## [Dataset content]
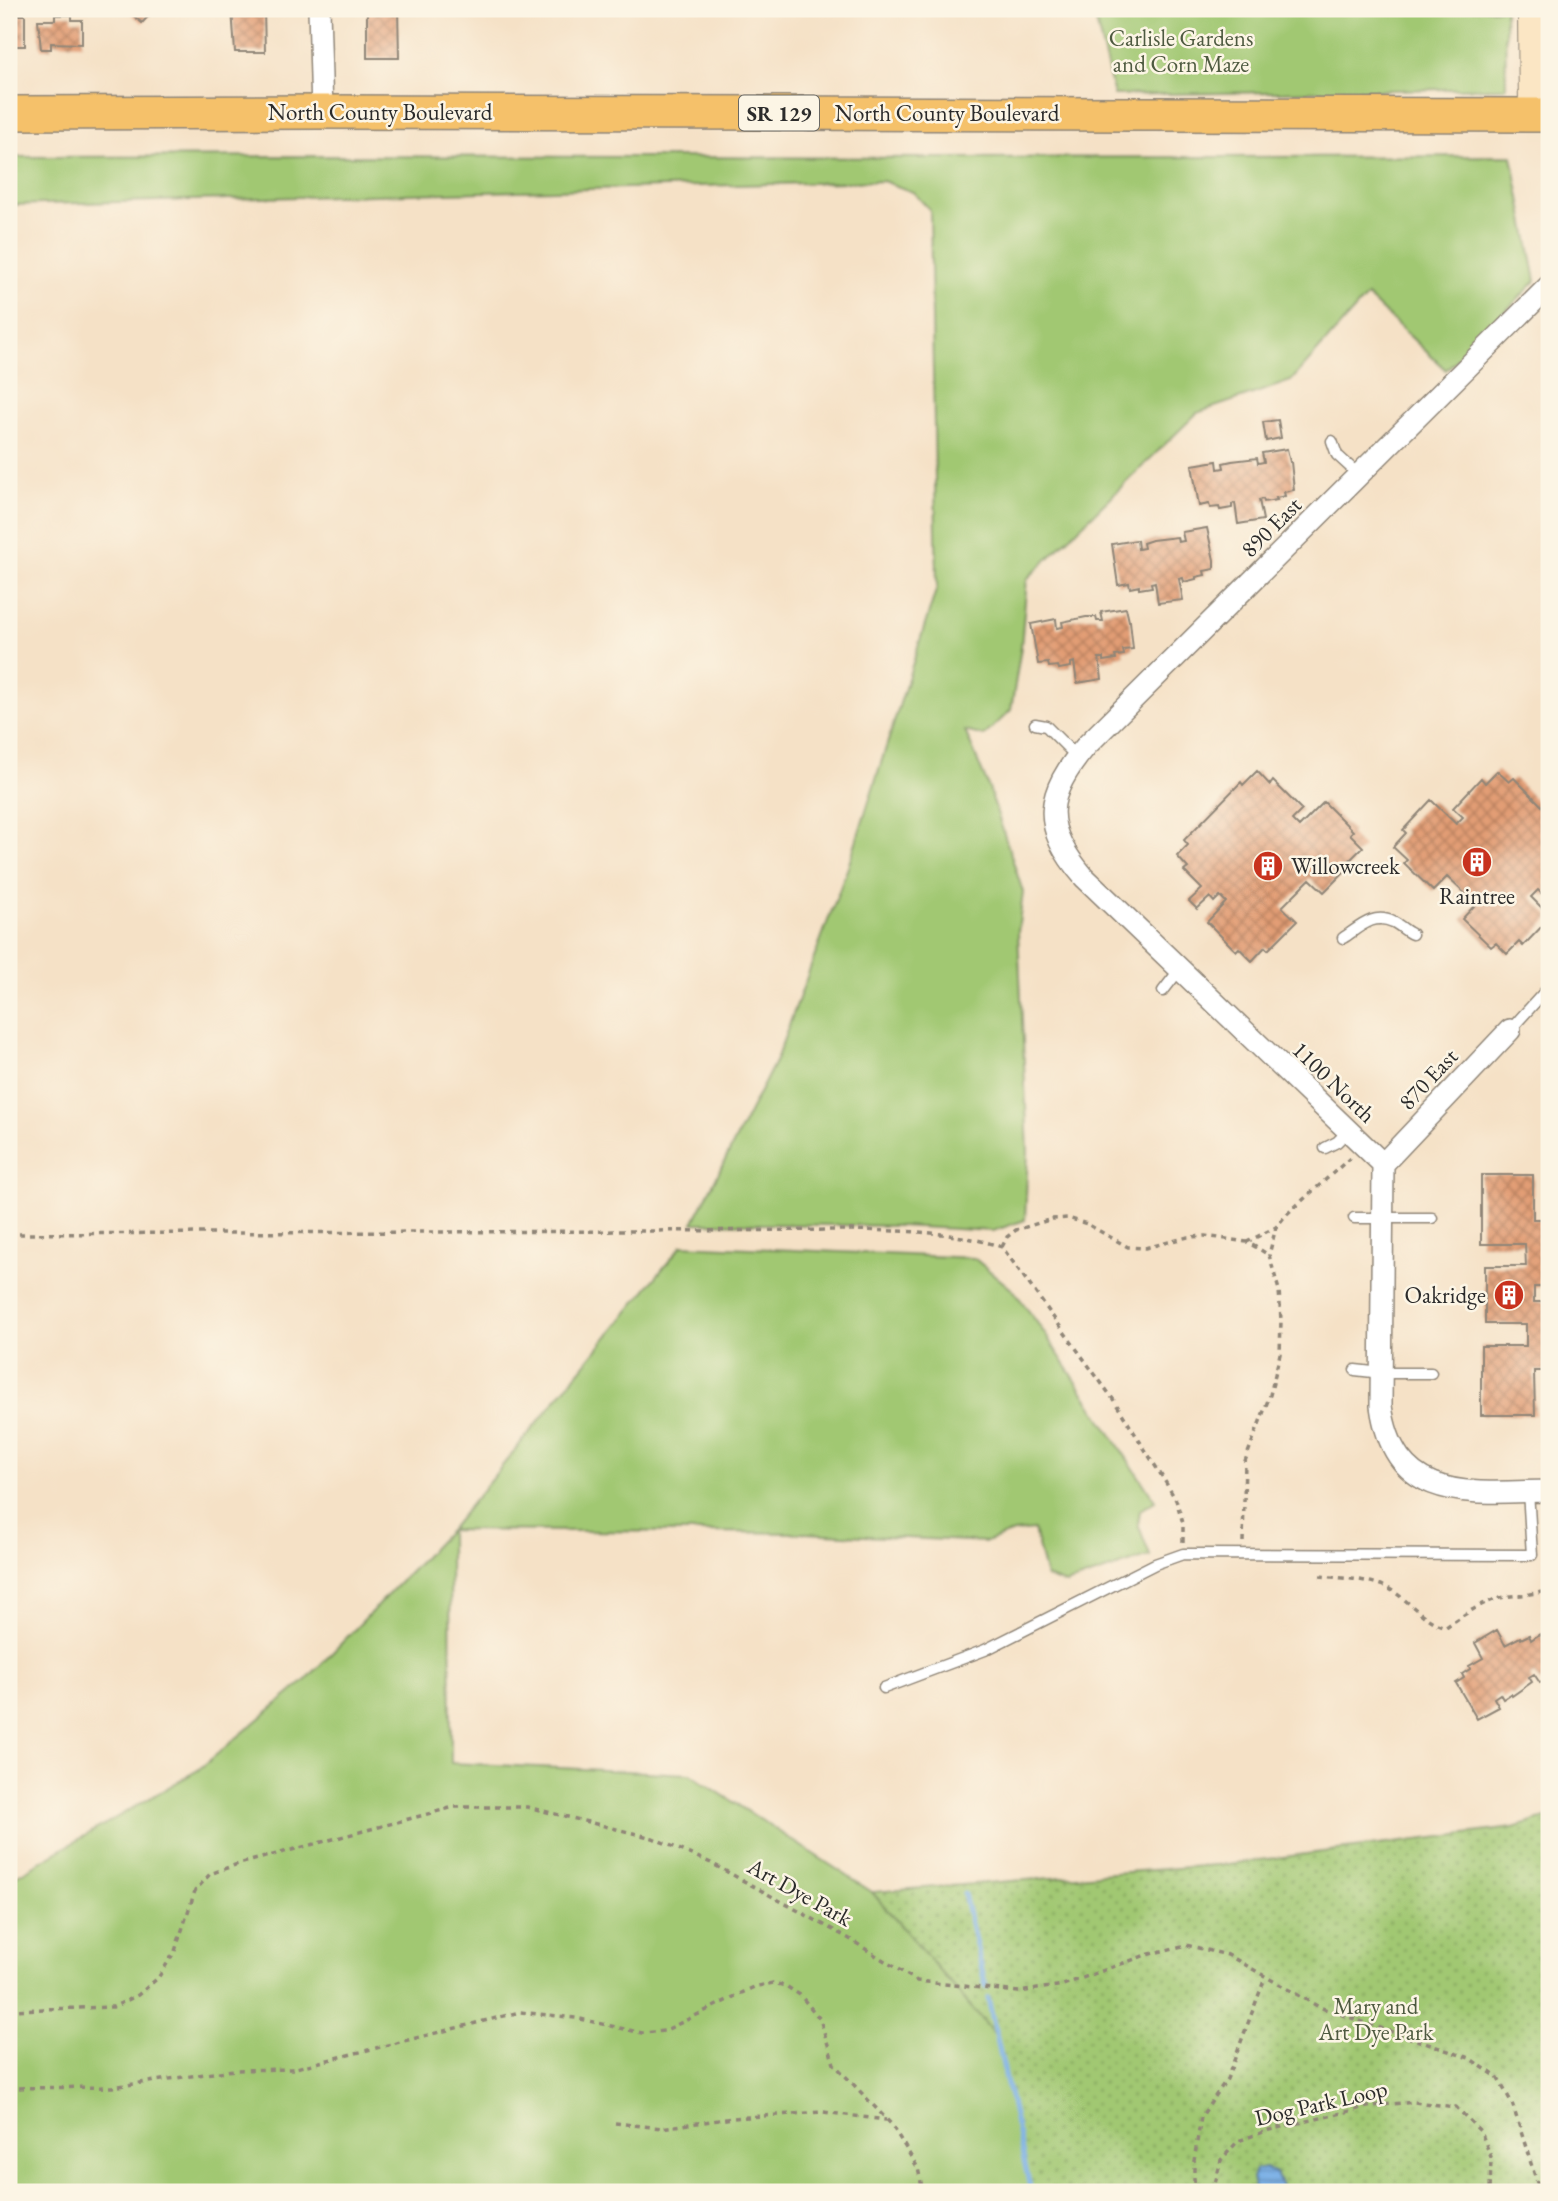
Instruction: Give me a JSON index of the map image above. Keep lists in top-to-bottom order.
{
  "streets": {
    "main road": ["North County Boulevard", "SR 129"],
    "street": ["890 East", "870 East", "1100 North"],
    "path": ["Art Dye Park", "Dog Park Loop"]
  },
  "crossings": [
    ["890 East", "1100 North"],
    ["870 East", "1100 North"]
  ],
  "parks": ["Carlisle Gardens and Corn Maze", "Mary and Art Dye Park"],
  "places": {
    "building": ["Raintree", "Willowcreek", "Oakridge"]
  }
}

## [Task statement]
Would you write out the material above in full, exactly as given, except for its pictures?

## [Expected answer]
Instruction: Give me a JSON index of the map image above. Keep lists in top-to-bottom order.
{
  "streets": {
    "main road": ["North County Boulevard", "SR 129"],
    "street": ["890 East", "870 East", "1100 North"],
    "path": ["Art Dye Park", "Dog Park Loop"]
  },
  "crossings": [
    ["890 East", "1100 North"],
    ["870 East", "1100 North"]
  ],
  "parks": ["Carlisle Gardens and Corn Maze", "Mary and Art Dye Park"],
  "places": {
    "building": ["Raintree", "Willowcreek", "Oakridge"]
  }
}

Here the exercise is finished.